TASK DIRECTIONS: Look below. Copy each line that has "center" in it.

DATA FOR THIS TASK:
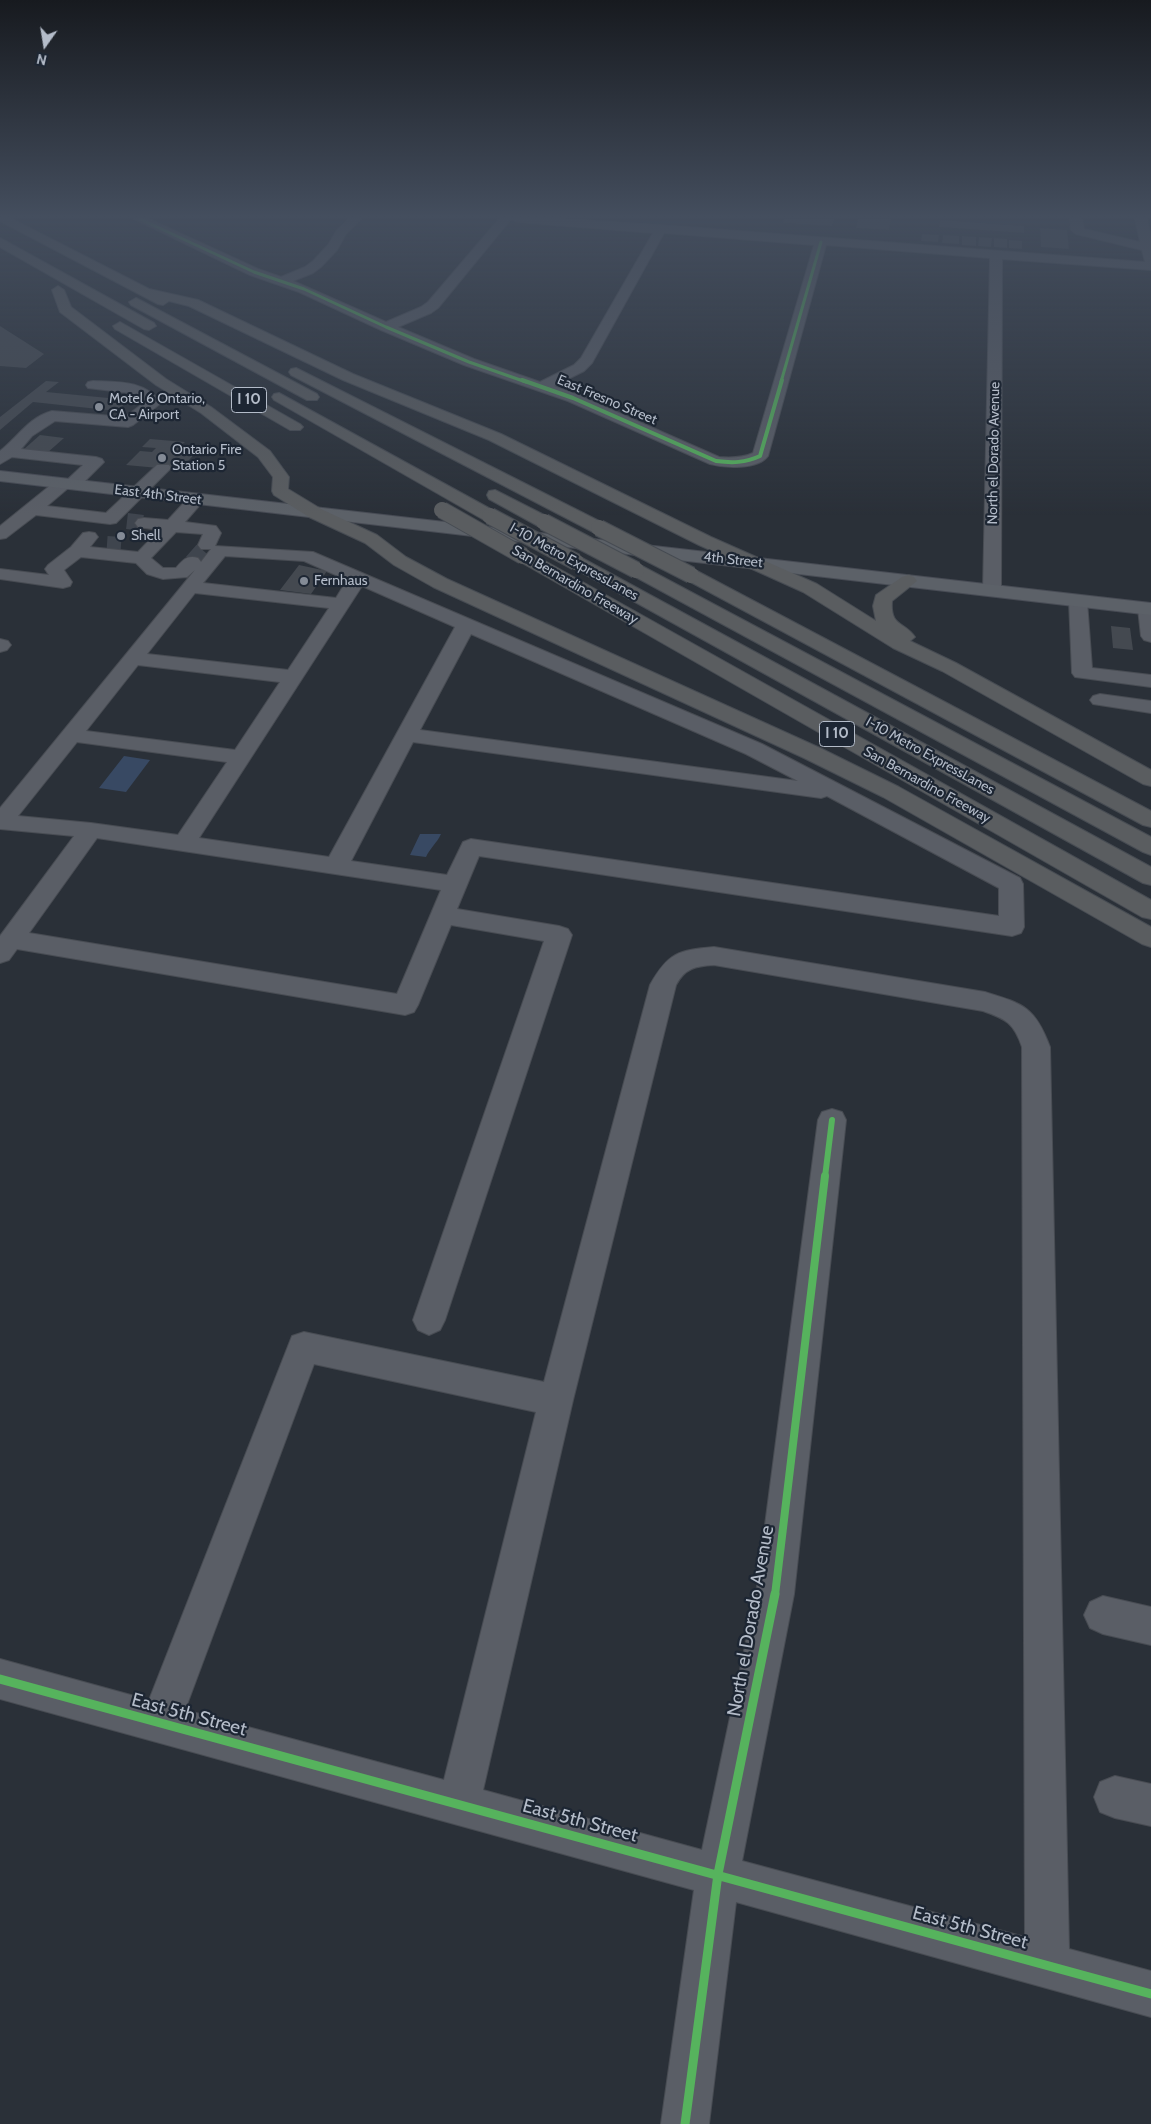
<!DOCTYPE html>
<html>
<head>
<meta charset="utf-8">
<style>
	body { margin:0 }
	#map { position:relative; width:1151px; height:2124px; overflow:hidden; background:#2a3038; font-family:Cabin,sans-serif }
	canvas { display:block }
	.north { position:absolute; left:20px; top:20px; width:50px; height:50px; -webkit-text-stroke:4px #1d2633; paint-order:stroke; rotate:193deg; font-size:14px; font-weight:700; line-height:20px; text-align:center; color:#b4bcc9 }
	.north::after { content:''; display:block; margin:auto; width:18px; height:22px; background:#b4bcc9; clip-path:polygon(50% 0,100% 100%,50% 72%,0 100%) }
</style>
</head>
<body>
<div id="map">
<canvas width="1151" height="2124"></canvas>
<div class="north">N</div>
</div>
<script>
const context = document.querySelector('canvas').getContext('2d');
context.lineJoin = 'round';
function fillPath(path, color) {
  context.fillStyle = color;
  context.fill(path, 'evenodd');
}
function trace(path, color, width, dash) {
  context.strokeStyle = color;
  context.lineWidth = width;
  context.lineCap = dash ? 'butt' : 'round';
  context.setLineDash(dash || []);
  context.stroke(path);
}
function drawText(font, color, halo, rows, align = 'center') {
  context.font = font + ' Cabin,sans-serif';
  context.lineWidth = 4.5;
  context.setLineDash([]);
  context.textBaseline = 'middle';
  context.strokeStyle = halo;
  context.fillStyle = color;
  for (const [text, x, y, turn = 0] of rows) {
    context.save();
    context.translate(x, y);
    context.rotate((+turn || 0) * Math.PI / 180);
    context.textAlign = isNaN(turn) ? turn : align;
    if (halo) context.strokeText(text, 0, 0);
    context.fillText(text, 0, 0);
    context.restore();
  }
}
fillPath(new Path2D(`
	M124 756 150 760 126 792 99 788Z
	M420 834H441C437 843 430 848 426 857L410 855Z`), '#384963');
fillPath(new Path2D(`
	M784 219H834L832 226 783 223Z
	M858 219H891L889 230 856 228Z
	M940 220 1024 226V233L939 227Z
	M1040 228 1067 230 1069 249 1041 247Z
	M922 234 939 235 938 242 921 241Z
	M943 235 959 236V244L942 243Z
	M962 236 976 237V246L962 245Z
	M979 237 992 238 991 247 978 246Z
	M994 238 1007 239V248L994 247Z
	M1009 240 1022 241V249L1009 248Z
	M0 326 44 354 26 368 0 366Z
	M46 381 59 382 46 392 129 400 117 411 33 402 0 430V417Z
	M40 435 64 438 47 453 23 450Z
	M150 439 185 442 179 447 199 449 180 470 126 465 140 451 152 452 156 448 142 447Z
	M299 565 327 571 311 594 280 590Z
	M1111 626 1130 628 1133 650 1113 648Z`), '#444950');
trace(new Path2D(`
	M127 521 144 523
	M107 544 121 545
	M192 562 207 545`), '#3f454e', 16, [16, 8]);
const minor = new Path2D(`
	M134 219H149L258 269 281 277 305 267 313 261 328 245 337 230 349 219H361L346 234 337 250 321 267 313 273 293 281 386 322 421 307 428 302 499 219H511L438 308 431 313 398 327 474 359 540 382 574 365 581 358 653 233 517 222 511 219H561L661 225 1145 262 1142 250 1076 234 1071 230 1070 219H1082L1084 229 1140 242 1135 219H1147L1151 236V270L1002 259 1001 590 999 594 992 596 985 594 983 590 990 258 826 245 768 456C758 470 725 468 710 464L568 401 464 365 381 330 299 292 250 275ZM664 233 814 245 753 453C742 458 731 458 719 457L578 395 554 386 584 371 592 363Z
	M93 381C118 382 145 380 161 403L133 425 128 427 55 421 32 436 21 449 96 457 102 459 104 462 77 489H67L47 506 106 513 157 465H169L171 468 116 523 110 524 36 515 6 538 0 539V526L57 480H67L83 465 12 457 0 464V451C17 438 29 417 52 411L125 417 145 402 130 393 88 388 86 385 88 382Z
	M197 494 203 495 205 499 185 522 216 526 221 533 215 546 313 552 762 744 1020 878 1023 884 1024 927 1021 933 1012 936 479 856 457 909 559 926 568 929 572 935 445 1320 440 1330 429 1335 418 1330 413 1320 544 941 451 925 418 1005 414 1012 405 1015 17 949 9 960 0 963V936L74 836 0 829V808L195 570 187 577 163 579 147 574 136 563 81 557 64 570 72 582 70 586 63 588 0 579V569L49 575 45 569 48 565 71 547 83 533 89 532 95 533 98 537 90 547 138 552 159 530 138 527 135 523 138 519 144 518 168 520 191 495ZM176 532 203 534 198 545 201 549H211L201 562 198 558C187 555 183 560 176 568H163L151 558ZM225 556 304 561 347 580 336 598 203 583ZM362 586 455 627 329 857 199 838ZM195 593 329 608 288 670 147 654ZM471 634 746 754 798 781 420 730ZM138 665 280 682 235 750 86 731ZM77 742 227 762 178 835 91 823 18 816ZM413 742 821 798 827 796 999 888V916L471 839 463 842 447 875 351 861ZM97 838 441 890 397 994 29 933Z
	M1078 595 1085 597 1087 601 1092 668 1151 675V687L1075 677 1072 673 1069 601 1071 597Z
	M1147 603 1151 604V642L1144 640 1141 636 1138 609 1140 605Z
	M0 639 8 641 11 645 7 650 0 652Z
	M1100 694 1151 701V713L1093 704 1090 700 1093 696Z
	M714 947 985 992C1024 1004 1035 1007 1050 1047L1069 1949 1151 1971V2017L736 1902 709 2124H661L694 1890 0 1699V1659L149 1700 292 1336 304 1332 544 1382 650 985C668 953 678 950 714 947ZM714 965 983 1011C1006 1019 1014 1023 1022 1047L1025 1937 742 1861 794 1594 846 1120 842 1112 832 1109 822 1112 818 1120 756 1594 702 1850 483 1790 573 1400 676 985C685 968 696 966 714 965ZM314 1364 536 1412 444 1780 185 1710Z
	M1103 1596 1151 1607V1645L1103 1634 1090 1628 1084 1615 1090 1602Z
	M1115 1776 1151 1784V1826L1115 1818 1100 1812 1094 1797 1100 1782Z`);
const major = new Path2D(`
	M0 471 1151 603V615L0 481Z`);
const highway = new Path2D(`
	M0 219H12L149 289 198 300 353 374 501 434 711 537 817 584 876 621 873 606 876 595 902 577 908 575 914 577 917 581 892 601C890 627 904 621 915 637L910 641 956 663 1151 770V786L1143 784 942 671 893 648 803 592 699 545 489 440 343 380 189 306 169 301 163 305 158 304 0 221Z
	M0 238 154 323 156 326 149 330 144 329 0 247Z
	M58 286 64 290 71 307 166 379 211 407 270 451 289 477 288 489 321 509 377 535 406 557 447 579 820 748 899 787 1151 927V947L1142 944 883 797 804 758 433 587 394 565 365 543 309 517 274 495 272 491 273 477 258 457 201 413 156 385 60 312 52 290Z
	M136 298 317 394 319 397 317 400H307L131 305 129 302Z
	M120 322 300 424 303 427 300 430H290L115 329 113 326Z
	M296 368 605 524 608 528 605 532 599 533 593 532 291 375 289 372 291 369Z
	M279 393 496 512 499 516 496 520 490 521 484 520 274 400 272 397 274 394Z
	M495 490 550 518 553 522 550 526 544 527 538 526 489 499 487 495 489 491Z
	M523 551 529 552 1151 900V919L1142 917 517 560 514 556 517 552Z
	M576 557 582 558 1151 867V885L1143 883 570 566 567 562 570 558Z
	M636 565 642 566 1151 837V855L1143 852 630 574 627 570 630 566Z
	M691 570 697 571 1151 811V827L1143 825 685 579 682 575 685 571Z`);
trace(minor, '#484c53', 2);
trace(major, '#484c55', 2);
trace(highway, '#474c53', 2);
fillPath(minor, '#5a5e66');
fillPath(major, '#5c6168');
fillPath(highway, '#5a5d60');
const highwayBridge = new Path2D(`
	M442 510 523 556
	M490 516 576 562
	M544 522 636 570
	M599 528 691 575`);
trace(highwayBridge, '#474c53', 18, []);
trace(highwayBridge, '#5a5d60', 16);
trace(new Path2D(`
	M140 219 254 272 304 289 386 327 469 362 526 382
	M781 382 821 242`), '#56b35d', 3);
trace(new Path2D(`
	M522 380 573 398 716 461C732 463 745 463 760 456L782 380`), '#56b35d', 4);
trace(new Path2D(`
	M825 1177 832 1120`), '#56b35d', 6);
trace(new Path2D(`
	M775 1595 825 1176`), '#56b35d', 8);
trace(new Path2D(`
	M0 1679 1151 1994
	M685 2124 718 1874 775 1594`), '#56b35d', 9);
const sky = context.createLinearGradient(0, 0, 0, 516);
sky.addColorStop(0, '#171a1f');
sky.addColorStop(0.42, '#444e5e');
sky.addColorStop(1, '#444e5e00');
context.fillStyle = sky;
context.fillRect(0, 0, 1151, 516);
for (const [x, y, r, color] of [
	[99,407,5,"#848b96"],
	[162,458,5,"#848b96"],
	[121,536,5,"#848b96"],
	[304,581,5,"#848b96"]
]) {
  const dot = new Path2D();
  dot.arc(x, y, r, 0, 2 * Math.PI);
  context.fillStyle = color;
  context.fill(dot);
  trace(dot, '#1d2633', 2);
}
drawText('14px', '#b4bcc9', '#1d2633', [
	["Motel 6 Ontario,",109,399],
	["CA - Airport",109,415],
	["Ontario Fire",172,450],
	["Station 5",172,466],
	["Shell",131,536],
	["Fernhaus",314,581]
], 'left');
drawText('14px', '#b4bcc9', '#1d2633', [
	["East Fresno Street",607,400,23],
	["North el Dorado Avenue",994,453,-89],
	["East 4th Street",158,495,7],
	["4th Street",733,560,6],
	["I-10 Metro ExpressLanes",574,562,29],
	["San Bernardino Freeway",575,585,30],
	["I-10 Metro ExpressLanes",930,756,29],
	["San Bernardino Freeway",927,785,29]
]);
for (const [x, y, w] of [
	[249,400,35],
	[837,734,35]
]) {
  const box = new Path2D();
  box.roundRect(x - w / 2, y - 12.5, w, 25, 4);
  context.fillStyle = '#1d2633';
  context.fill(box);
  trace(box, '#b4bcc9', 1);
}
drawText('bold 15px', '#b4bcc9', null, [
	["I 10",249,400],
	["I 10",837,734]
]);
drawText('19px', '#b4bcc9', '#1d2633', [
	["North el Dorado Avenue",751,1621,-80],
	["East 5th Street",189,1715,15],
	["East 5th Street",580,1821,15],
	["East 5th Street",970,1928,15]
]);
</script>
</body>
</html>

THE ANSWER:
	.north { position:absolute; left:20px; top:20px; width:50px; height:50px; -webkit-text-stroke:4px #1d2633; paint-order:stroke; rotate:193deg; font-size:14px; font-weight:700; line-height:20px; text-align:center; color:#b4bcc9 }
function drawText(font, color, halo, rows, align = 'center') {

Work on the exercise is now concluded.